One of their real concerns is that the “easy money” policy
introduced after the 2007-8 financial crash has had unintended consequences.
Instead of stimulating genuine growth in the real economy, the policy has
instead created “bubbles” that, unlike the soap version, will burst with real
venom.
The IMF once encouraged austerity as a response to the
financial crisis and budget deficits. That hasn’t worked, so they’re now
telling George Osborne and others to loosen up. But does the IMF know what’s
going on? Clearly not, if Lorenzo Bini
Smaghi, the former member of the European Central Bank’s executive board, is to
believed.
At the IMF’s spring meeting this week, he confessed: “We don’t fully understand what is happening in advanced economies.” Central bankers have printed $12 trillion in new money, kept interest rates at zero and cut public sector spending.
However, despite this intervention, while there may be signs
of growth in a park near you, there’s no discernible movement in terms of
“growth” in output, which is the lifeblood of the capitalist system. What is
looming, however, is a new phase of financial instability.
Janet
Yellen, vice-chairman of the US Federal Reserve, admitted that “in the years
before the crisis, financial stability became a ‘junior partner’ in the
monetary policy process, in contrast with its traditionally larger role.” Now
she is concerned that central bankers are repeating their errors, storing up
“financial distortions” for the not-to-distant future.
With returns from the real economy meagre compared with the
pre-crash period, there is speculation in all sorts of “assets”. Stock markets
around the world are nearing the peaks they achieved before 2007 despite the
continuing global recession. Trading in junk bonds – debt – is soaring. In London , house prices are leaping
off the charts.
And now we are presented with a new one phenomenon – the “carbon
bubble”. The warning comes from Lord Stern, author of the ground-breaking 2006 report
on climate change that described global warming as a market failure, and the
think tank Carbon Tracker.
Their report
published today says that stock markets are inflating an investment bubble
in fossil fuels. "The financial crisis has shown what happens
when risks accumulate unnoticed," said Stern, who added that the risk was
“very big indeed”. The “carbon bubble” results from a massive over-valuation of
oil, coal and gas reserves.
Back to the IMF and José Viñals, its head of financial
stability. “Put simply, we are in uncharted territory.”

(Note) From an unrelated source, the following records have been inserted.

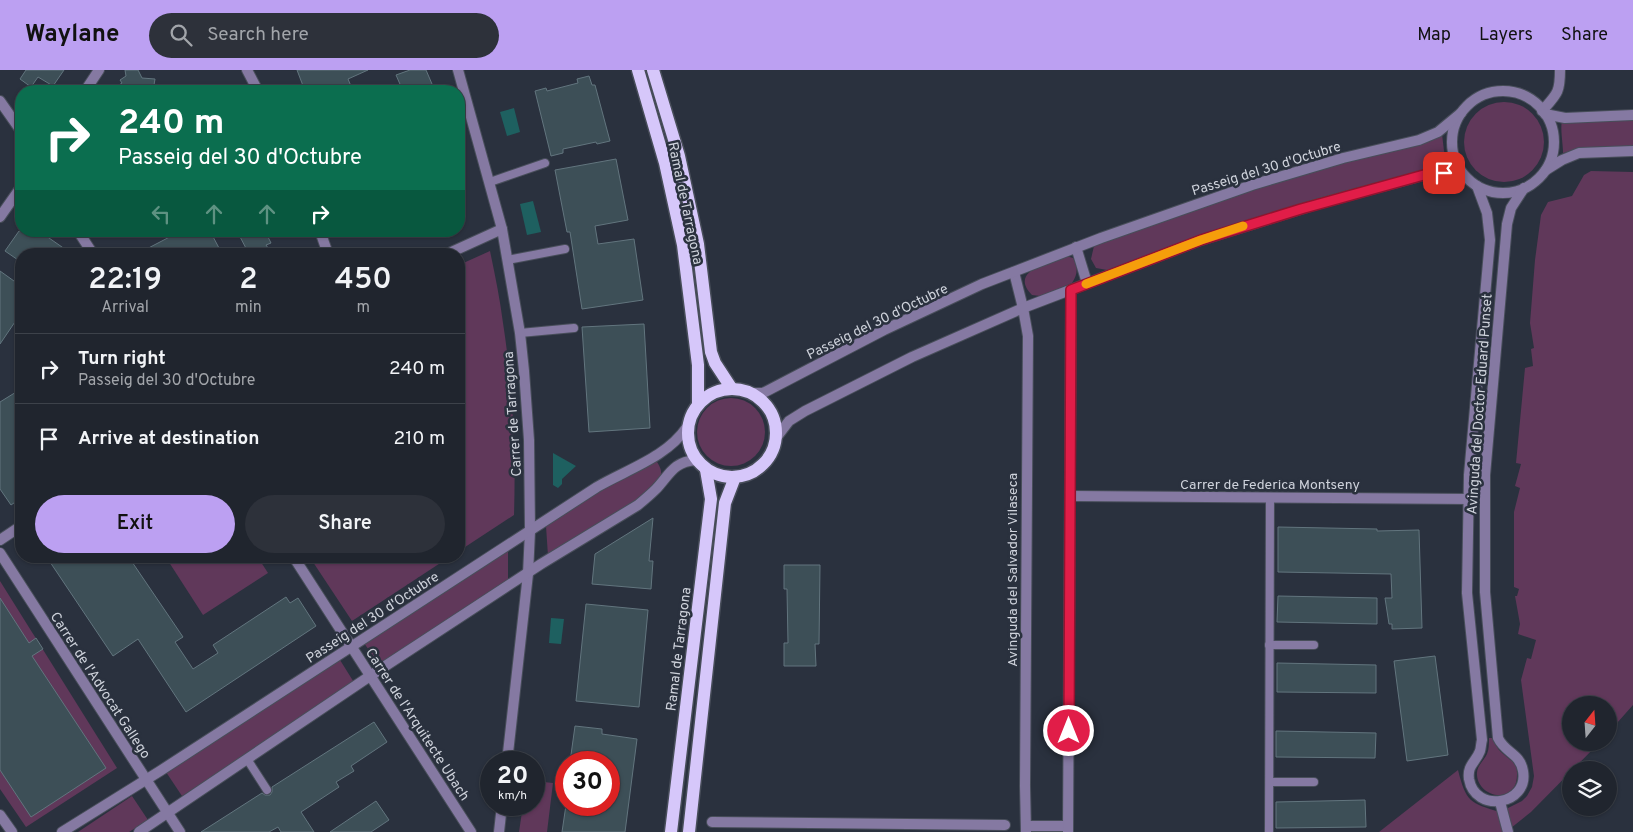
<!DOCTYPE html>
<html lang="en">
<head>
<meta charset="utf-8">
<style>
  :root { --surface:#20252e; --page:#2d313a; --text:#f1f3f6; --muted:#a2a5aa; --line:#3d424a; --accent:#bca0f2 }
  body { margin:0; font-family:Overpass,sans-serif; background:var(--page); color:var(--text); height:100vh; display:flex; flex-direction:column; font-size:19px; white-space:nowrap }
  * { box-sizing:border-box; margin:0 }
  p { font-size:16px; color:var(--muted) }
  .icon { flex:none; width:28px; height:28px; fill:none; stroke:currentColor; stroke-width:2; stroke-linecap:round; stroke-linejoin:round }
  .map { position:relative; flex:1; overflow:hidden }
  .sheet { position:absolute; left:15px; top:178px; width:450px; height:315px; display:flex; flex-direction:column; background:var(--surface); border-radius:20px; box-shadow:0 1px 4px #0004,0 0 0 1px var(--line) }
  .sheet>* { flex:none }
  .hud { position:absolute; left:15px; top:15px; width:450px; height:152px; border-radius:20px; box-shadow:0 1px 4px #0004,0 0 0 1px var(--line); background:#0b6e4f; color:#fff; overflow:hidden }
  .needle { width:32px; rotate:17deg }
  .tools { position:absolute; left:1562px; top:626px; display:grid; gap:10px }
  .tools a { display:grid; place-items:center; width:55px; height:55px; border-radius:50%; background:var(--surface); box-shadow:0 1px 4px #0004,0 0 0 1px var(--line); font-size:25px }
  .speed { position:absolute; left:480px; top:681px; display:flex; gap:10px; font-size:25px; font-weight:700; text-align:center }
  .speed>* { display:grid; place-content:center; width:65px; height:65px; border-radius:50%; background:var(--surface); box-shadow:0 1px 4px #0004,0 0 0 1px var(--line); line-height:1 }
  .speed small { font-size:12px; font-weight:400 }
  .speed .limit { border:8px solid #d22; background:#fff; color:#111 }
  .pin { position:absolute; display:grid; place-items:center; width:42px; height:42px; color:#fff; margin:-21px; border-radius:10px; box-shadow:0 2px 8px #0006 }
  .me { position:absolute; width:55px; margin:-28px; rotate:0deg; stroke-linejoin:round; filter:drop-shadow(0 0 4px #0008) }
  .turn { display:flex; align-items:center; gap:18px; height:105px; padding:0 20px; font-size:22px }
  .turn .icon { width:65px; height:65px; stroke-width:2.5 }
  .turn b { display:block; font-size:35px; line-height:42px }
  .lanes { display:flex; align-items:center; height:48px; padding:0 20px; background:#0003; justify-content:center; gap:25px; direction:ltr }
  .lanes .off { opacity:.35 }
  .eta { display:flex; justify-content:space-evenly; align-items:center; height:85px; text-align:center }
  .eta b { font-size:30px; font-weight:600; line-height:35px }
  .primary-button { display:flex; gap:10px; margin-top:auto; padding:10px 20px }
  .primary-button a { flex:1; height:58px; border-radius:30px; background:var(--accent); color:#111; font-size:20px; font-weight:600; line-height:58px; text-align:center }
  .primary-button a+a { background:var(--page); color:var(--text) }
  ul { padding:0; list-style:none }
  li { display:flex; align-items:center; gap:15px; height:70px; padding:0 20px; border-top:1px solid var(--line) }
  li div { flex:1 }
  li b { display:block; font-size:19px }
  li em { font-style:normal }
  header { display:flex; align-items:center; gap:30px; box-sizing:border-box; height:70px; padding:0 25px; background:var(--accent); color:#111 }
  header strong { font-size:24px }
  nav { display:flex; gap:28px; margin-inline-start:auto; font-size:18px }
  .search { width:350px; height:45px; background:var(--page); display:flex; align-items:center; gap:12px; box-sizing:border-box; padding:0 18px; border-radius:28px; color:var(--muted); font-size:19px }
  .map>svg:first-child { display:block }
  .green { fill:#60385a }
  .water { fill:#1e6060 }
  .building { fill:#3d4f57; stroke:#62757e }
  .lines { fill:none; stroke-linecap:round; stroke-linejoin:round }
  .service-casing { stroke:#484e5a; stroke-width:10 }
  .pedestrian-casing { stroke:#484e5a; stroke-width:12 }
  .minor-casing { stroke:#484e5a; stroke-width:12 }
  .primary-casing { stroke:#484e5a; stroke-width:15 }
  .service { stroke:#8579a2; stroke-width:8 }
  .pedestrian { stroke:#8579a2; stroke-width:10 }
  .minor { stroke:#8579a2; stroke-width:10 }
  .primary { stroke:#d6c7fa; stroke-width:12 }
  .route-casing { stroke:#92132f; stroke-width:12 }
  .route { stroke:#e11d48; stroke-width:9 }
  .slow { stroke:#f59e0b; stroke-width:9 }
  .labels { text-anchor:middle; stroke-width:5; stroke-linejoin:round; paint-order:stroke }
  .street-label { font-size:14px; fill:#ced2db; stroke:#2a313e }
</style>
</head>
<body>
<header>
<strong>Waylane</strong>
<div class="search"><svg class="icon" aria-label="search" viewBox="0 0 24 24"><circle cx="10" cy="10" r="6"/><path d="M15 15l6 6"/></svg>Search here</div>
<nav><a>Map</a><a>Layers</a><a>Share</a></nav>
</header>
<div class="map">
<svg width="1633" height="762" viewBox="0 0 1633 762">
  <rect width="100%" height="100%" fill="#2a313e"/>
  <g class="green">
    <circle cx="1504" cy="72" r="40"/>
    <path d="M 1633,49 L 1633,76 L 1592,77 L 1563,83 C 1563,74 1560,58 1562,51 Z"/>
    <polygon points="1442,64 1444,81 1448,96 1445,99 1319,129 1242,152 1107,200 1096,198 1091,189 1094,176 1099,172 1221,129 1311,101"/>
    <path d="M 1591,101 L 1633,102 L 1633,635 L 1609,662 L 1609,635 L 1571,635 L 1571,672 L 1599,673 L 1531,742 L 1506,762 L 1379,762 L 1458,700 C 1466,732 1470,733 1500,742 L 1522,731 L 1527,726 L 1532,717 L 1534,706 L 1521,610 L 1527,588 L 1531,589 L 1536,570 L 1518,564 L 1520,554 L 1515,526 L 1517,526 L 1519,519 L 1514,517 L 1514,442 L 1520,418 L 1515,416 L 1521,394 L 1516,393 L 1525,298 L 1533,296 L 1531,279 L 1534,278 L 1530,253 L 1535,190 L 1541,145 L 1548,132 L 1572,126 L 1584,105 Z"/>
    <path d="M 490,181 C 495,205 500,229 503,253 C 513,317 516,381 514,445 L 459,481 L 459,195 Z"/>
    <path d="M 1066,186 L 1073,188 C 1078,197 1078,204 1072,213 L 1040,226 L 1032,225 C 1008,201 1050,192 1066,186 Z"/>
    <circle cx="731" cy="362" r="34"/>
    <path d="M 656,390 C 658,394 662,399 661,404 C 658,425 569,473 548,486 L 546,456 L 602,420 Z"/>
    <polygon points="508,480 508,512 380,596 364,573"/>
    <polygon points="165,486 257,486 268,503 203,545"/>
    <polygon points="309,486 451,486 352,551"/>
    <polygon points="0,511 117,698 26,757 0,719"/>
    <polygon points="340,590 355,614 182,726 166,702"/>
    <path d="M 1489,668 L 1492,668 C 1494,672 1497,678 1500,681 C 1509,690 1518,692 1517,705 C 1517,709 1516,714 1514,717 C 1503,733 1478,723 1477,705 C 1476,696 1484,691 1487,684 C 1489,679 1489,674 1489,668 Z"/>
    <polygon points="534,711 553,713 547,762 519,762 523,735 534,735"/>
    <polygon points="132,726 148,750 129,762 78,762"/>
  </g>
  <g class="water">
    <polygon points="514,38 520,62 507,66 500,42"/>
    <polygon points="533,131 541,162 527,165 520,134"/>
    <polygon points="553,383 576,396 562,409 562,414 558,418 553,415"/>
    <polygon points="551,548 564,549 561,574 549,573"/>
  </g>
  <g class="building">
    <polygon points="26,0 64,0 53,16 38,7 31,17 20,9"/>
    <polygon points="125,0 138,0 142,8 155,9 153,21 110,21 122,13 120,10 126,6"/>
    <polygon points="297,0 368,0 348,9 353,21 305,21"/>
    <polygon points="410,0 426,0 435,21 403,21 396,5"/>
    <polygon points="589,6 592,15 595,15 610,71 597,74 596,72 563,79 563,83 551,86 535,21 546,18 547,21 578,13 577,9"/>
    <polygon points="616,89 628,150 595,156 598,174 634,169 643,230 582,239 570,162 567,162 555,100"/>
    <polygon points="19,161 39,161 72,184 21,184 21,192 5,181"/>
    <polygon points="181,161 210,161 219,178 210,183 208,179 197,184 137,184"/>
    <polygon points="237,161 265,161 271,173 266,175 268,178 258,184 249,184"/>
    <polygon points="0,201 21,216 21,243 0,274"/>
    <polygon points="644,254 650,358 589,362 582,257"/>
    <polygon points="21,319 21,428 11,435 0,419 0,332"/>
    <polygon points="653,448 649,491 653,491 651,519 592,514 595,484"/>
    <polygon points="1278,457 1377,459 1377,461 1419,460 1422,558 1392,559 1392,554 1389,554 1385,528 1392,528 1391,504 1278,502"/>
    <polygon points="46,486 114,486 117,492 128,486 183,567 175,572 193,599 218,583 213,575 286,527 290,533 298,528 316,556 186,642 138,569 113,586"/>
    <polygon points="784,495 820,495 819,574 815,574 816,596 784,596 784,573 788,573 787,519 784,519"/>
    <polygon points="1278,526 1377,528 1377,554 1277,552"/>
    <polygon points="0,528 29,573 36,568 43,579 32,586 106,698 31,747 0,700"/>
    <polygon points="586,534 648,540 639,637 576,631"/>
    <polygon points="1435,586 1448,685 1407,691 1394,591"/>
    <polygon points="1277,593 1376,595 1376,623 1277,622"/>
    <polygon points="374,652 387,672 351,696 354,701 336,712 339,717 301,742 314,762 281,762 278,757 269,762 201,762 262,723 265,725 270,725 272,722 272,717"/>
    <polygon points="575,656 602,659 602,664 637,669 625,762 562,762 566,735 609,735 609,692 570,692"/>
    <polygon points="1276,661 1376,663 1375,688 1276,687"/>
    <polygon points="1365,730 1366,757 1276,758 1276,732"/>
    <polygon points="376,731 389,750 371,762 330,762"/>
  </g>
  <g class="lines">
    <defs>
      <g id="service">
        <polyline points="490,112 545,93"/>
        <polyline points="507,190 565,179"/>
        <polyline points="520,263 574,258"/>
        <polyline points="1269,575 1314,575"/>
        <polyline points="247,689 267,720"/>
        <polyline points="1270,712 1314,712"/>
        <polyline points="1269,762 1270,427"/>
      </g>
      <polyline id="pedestrian" points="712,752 1005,755"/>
      <g id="minor">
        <polyline points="247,0 258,21"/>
        <polyline points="458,0 502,159 520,263 524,301 529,370 530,461 528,504 507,692"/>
        <polyline points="85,21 99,0"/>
        <circle cx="1503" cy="72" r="51"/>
        <polyline points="0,31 21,61"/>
        <path d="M 1542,41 C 1557,24 1560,23 1560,0"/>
        <polyline points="1545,44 1565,48 1633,45"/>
        <polyline points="1546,100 1562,90 1579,83 1633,81"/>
        <path d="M 1477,116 L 1487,143 L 1490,170 L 1469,405 L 1467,523 L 1482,670 C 1481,673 1481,678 1480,681 C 1476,692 1467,695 1469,709 C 1475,744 1529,735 1523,701 C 1520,683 1505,683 1498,668 L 1485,522 L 1485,405 L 1507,154 L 1511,138 L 1524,118"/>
        <polyline points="0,147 21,117"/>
        <polyline points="78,161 93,184"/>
        <polyline points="320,161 328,184"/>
        <polyline points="1076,177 1087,213"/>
        <polyline points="447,184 502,159"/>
        <polyline points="1014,202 1023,238 1028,266 1025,716 1026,762"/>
        <polyline points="752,323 763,323 884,260 982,214 1101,168 1252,115 1343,88 1419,70 1438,62 1461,43"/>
        <polyline points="776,368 789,351 805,341 912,287 1023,238 1201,170 1317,134 1431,103 1444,103 1465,107"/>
        <polyline points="1070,426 1470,429"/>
        <polyline points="0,470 21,456"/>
        <polyline points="0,483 180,762"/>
        <polyline points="293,486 471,762"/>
        <polyline points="1500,732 1508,762"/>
        <polyline points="0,745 12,762"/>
        <polyline points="1026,756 1068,756"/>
        <path d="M 62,762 L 160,701 L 597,417 C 628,399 667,387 687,357"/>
        <path d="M 139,762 L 370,606 L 541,494 L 638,435 C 644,430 650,425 656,419 C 670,404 673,392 696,390"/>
        <polyline points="499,762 502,735"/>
        <polyline points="1068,762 1071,220"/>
      </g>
      <g id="primary">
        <polyline points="638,0 665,93 683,175 698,295 698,334"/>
        <polyline points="653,0 679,86 698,174 711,282 715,293 732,319"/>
        <circle cx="732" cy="363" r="44"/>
        <polyline points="671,762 711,429 706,400"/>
        <polyline points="689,762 725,433 735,407"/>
      </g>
    </defs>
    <use href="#service" class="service-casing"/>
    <use href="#pedestrian" class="pedestrian-casing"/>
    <use href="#minor" class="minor-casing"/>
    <use href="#primary" class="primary-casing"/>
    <use href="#service" class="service"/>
    <use href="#pedestrian" class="pedestrian"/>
    <use href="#minor" class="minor"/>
    <use href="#primary" class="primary"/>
  </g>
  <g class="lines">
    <defs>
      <polyline id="route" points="1069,661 1071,220 1201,170 1301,139 1431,103 1444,103"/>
    </defs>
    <use href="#route" class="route-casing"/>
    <use href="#route" class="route"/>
    <polyline class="slow" points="1086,214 1201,170 1243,156"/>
  </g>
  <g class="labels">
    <g class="street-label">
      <text transform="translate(1266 98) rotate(-17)" y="5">Passeig del 30 d'Octubre</text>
      <text transform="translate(686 133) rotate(78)" y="5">Ramal de Tarragona</text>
      <text transform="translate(877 251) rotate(-26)" y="5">Passeig del 30 d'Octubre</text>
      <text transform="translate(1479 334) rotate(-86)" y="5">Avinguda del Doctor Eduard Punset</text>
      <text transform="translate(512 344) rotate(-94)" y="5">Carrer de Tarragona</text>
      <text x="1270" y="419">Carrer de Federica Montseny</text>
      <text transform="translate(1012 500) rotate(-90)" y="5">Avinguda del Salvador Vilaseca</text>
      <text transform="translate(372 547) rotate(-33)" y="5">Passeig del 30 d'Octubre</text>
      <text transform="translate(678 579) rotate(-83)" y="5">Ramal de Tarragona</text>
      <text transform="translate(101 615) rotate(57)" y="5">Carrer de l'Advocat Gallego</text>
      <text transform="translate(418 654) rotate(57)" y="5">Carrer de l'Arquitecte Ubach</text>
    </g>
  </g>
</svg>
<div class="tools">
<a><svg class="needle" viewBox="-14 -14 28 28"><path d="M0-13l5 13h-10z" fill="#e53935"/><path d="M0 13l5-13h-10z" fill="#a2a5aa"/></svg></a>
<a><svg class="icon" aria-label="layers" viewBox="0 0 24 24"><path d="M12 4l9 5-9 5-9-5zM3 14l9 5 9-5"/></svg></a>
</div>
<div class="speed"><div>20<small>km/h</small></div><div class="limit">30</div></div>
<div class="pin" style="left:1444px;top:103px;background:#d93025"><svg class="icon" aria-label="arrive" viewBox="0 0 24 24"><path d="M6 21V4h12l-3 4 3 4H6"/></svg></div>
<svg class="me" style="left:1069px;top:661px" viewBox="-20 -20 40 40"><circle r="17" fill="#e11d48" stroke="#fff" stroke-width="3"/><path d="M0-11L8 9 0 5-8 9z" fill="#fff"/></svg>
<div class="hud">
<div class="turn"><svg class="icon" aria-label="right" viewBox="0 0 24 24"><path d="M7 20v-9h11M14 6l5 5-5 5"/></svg><div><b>240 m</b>Passeig del 30 d'Octubre</div></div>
<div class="lanes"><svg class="icon off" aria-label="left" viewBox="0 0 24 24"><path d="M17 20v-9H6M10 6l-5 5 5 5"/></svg><svg class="icon off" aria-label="ahead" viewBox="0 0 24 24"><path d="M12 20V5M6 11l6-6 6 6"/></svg><svg class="icon off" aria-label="ahead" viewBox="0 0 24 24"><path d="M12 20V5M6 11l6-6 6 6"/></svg><svg class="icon" aria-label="right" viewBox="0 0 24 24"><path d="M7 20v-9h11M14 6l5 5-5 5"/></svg></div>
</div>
<section class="sheet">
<div class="eta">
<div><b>22:19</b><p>Arrival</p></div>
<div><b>2</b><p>min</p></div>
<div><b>450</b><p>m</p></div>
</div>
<ul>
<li><svg class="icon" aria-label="right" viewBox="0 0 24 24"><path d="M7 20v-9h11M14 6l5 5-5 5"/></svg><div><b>Turn right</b><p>Passeig del 30 d'Octubre</p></div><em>240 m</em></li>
<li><svg class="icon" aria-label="arrive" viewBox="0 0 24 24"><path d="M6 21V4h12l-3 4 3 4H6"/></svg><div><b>Arrive at destination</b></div><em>210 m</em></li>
</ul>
<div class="primary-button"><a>Exit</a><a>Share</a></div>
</section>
</div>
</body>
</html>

Fear not IMF and central bankers. Coming over the horizon is
one Ed Miliband, leader of the Labour Party and wannabe prime minister. In an
interview published on the Shifting Grounds website, Miliband says that what is
required is a “proper skills system, a proper banking system, an industrial
policy, tackling short-termism, infrastructure. It's about a suite of things … that
come together and form a body of ideas around responsible capitalism.”
I knew someone out there had the answer.